Bel istirahat di Baines berbunyi begitu nyaring, anak-anak berhamburan keluar kelas. Hero berjalan santai menuju belakang perpus, ya lima bulan belakangan ini ia memang suka mengintili Tara jadi bisa tahu Tara ada dimana dan sedang apa, tak lupa ia membawa dua jus di tangannya. Sungguh Tara terkejut bukan main, ia ingin pergi tapi kemana? selama bersekolah disini ini tempat aman Tara bersembunyi dari orang-orang bermulut cabai.
"Hai," sapa Hero sambil duduk di dekat Tara.
"Pergi," ketus Tara tanpa menoleh.
"Gue yakin lo penasaran sama rasa jus di kantin," ucap Hero yang tahu kalau Tara tak pernah pergi ke kantin, ia selalu membawa botol minum dari rumah dan menahan laparnya. Malang sekali bukan?
Tara terdiam menatap lurus ke depan. "Kalau lo mau gue pergi satu syarat," kata Hero. Apalah syaratnya Tara tak peduli.
"Kalau nggak jawab artinya lo nyaman deket gue-"
"Apa?!" sekat Tara dengan nada meninggi. Hero terkekeh mendengarnya.
"Jawab pertanyaan gue, kenapa kemarin lo nggak kabur saat Novia CS deketin lo?" tanya Hero penasaran. Ternyata Hero masih mengingatnya.
Bingung untuk menjawabnya, Tara menggigit bibir bawahnya. Hero menoleh pada Tara. "Tara?"
"Mata gue bermasalah, pergi," balas Tara jujur. Hero melongo mendengarnya, pantas saja selama ini saat Hero terciduk mengintili Tara terlihat biasa saja ternyata pandangnya buram.
"Kenapa nggak pakai kacamata atau lensa dan yang lainya?" Tara berdecak kesal.

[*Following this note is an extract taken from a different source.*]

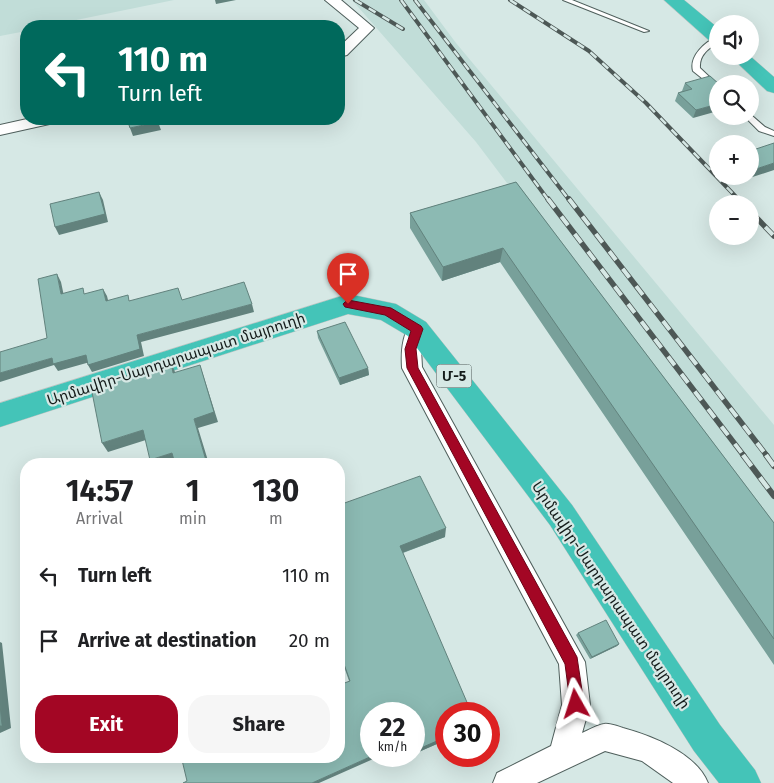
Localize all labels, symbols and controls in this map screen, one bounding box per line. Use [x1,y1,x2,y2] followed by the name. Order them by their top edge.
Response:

"Ya nggak mau," balas Tara.
"Karna?" tanya Hero penuh penekanan.
"Karna nggak ada princess yang pakai kacamata, yang gue lihat biasanya si cupu dan kutu buka, gue bukan keduanya," balasan Tara membuat Hero ternganga.
"Dan nggak ada ceritanya pangeran mencintai princess berkaca, right?" tanya Hero membuat Tara terdiam mengiyakan. Sesudahnya Hero tertawa kecil. "Tapi ayolah ini dunia nyata bukan cerita si tuan putri dan kutu bukunya, lo cantik kok pakai apapun itu," lanjut Hero jujur.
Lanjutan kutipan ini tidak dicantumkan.